WHAT YOU WILL DO:
Look through the listing underneath for "PRIMARY", and copy every line that has it.

RECORDS PROVIDED:

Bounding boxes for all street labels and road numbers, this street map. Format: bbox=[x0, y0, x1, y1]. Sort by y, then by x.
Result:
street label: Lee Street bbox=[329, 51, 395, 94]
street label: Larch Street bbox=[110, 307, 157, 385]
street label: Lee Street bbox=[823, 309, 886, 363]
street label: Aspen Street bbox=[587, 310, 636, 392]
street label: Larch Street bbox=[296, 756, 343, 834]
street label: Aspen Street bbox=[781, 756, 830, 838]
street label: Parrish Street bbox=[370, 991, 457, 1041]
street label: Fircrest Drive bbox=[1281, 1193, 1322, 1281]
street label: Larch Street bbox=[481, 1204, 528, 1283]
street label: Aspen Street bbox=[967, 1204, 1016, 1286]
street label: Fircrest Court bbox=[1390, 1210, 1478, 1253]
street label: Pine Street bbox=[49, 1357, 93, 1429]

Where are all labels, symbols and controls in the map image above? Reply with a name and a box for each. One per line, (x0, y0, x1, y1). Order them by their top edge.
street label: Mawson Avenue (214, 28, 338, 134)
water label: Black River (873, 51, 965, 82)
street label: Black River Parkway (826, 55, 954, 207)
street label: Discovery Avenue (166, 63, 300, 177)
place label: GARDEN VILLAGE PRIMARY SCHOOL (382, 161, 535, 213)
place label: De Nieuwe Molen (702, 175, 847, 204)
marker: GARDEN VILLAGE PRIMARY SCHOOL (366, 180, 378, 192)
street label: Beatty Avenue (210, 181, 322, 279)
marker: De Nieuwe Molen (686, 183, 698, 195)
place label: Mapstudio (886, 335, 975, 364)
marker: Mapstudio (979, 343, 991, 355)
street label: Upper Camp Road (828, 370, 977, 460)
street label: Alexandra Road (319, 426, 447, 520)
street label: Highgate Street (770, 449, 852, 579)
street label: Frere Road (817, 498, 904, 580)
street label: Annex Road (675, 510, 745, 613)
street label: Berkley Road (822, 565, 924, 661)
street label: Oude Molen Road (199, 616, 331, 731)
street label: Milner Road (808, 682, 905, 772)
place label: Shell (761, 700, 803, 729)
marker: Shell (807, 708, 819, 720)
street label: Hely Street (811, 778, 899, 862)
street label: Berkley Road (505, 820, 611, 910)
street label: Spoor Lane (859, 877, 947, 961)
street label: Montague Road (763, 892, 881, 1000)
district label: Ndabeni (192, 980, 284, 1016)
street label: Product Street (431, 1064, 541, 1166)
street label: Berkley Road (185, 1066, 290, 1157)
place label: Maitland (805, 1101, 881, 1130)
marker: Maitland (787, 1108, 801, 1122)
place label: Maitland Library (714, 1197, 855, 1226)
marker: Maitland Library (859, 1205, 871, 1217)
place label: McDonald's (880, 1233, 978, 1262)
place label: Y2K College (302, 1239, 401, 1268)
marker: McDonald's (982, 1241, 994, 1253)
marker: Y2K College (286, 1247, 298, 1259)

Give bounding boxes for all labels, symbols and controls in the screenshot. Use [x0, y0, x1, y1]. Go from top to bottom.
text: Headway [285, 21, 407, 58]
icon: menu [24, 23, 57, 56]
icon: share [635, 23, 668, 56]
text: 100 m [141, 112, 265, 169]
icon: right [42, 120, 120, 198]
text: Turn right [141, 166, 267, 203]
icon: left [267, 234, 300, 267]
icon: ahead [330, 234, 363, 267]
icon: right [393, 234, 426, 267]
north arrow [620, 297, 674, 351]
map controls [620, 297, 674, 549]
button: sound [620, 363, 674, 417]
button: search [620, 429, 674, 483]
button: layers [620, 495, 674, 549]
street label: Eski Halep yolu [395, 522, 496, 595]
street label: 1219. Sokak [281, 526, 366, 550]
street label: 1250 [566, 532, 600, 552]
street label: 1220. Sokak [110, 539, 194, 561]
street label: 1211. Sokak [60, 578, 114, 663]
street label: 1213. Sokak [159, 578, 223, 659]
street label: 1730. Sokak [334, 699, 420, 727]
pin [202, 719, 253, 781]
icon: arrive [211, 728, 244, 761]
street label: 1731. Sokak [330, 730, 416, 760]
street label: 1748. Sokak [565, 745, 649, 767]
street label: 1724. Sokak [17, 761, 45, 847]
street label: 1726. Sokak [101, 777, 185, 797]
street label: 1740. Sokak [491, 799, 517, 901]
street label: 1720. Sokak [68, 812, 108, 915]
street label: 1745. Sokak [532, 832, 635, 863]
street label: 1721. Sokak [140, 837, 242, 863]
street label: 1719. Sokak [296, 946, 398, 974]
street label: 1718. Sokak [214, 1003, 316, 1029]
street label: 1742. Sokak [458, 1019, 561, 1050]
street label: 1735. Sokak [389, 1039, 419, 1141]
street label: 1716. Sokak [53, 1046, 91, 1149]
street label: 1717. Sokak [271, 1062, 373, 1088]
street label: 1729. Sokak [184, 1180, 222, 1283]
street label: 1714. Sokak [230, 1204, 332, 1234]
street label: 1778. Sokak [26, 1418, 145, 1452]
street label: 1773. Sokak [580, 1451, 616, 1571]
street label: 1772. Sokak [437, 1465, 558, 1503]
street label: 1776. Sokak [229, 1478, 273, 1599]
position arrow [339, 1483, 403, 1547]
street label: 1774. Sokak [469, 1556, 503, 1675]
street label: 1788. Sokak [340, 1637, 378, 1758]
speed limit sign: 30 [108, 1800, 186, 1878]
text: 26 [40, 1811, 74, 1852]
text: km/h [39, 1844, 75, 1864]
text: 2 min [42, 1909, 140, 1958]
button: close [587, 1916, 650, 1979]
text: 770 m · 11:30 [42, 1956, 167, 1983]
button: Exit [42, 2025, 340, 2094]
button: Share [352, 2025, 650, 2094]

EXERCISE RESPONSE:
place label: GARDEN VILLAGE PRIMARY SCHOOL (382, 161, 535, 213)
marker: GARDEN VILLAGE PRIMARY SCHOOL (366, 180, 378, 192)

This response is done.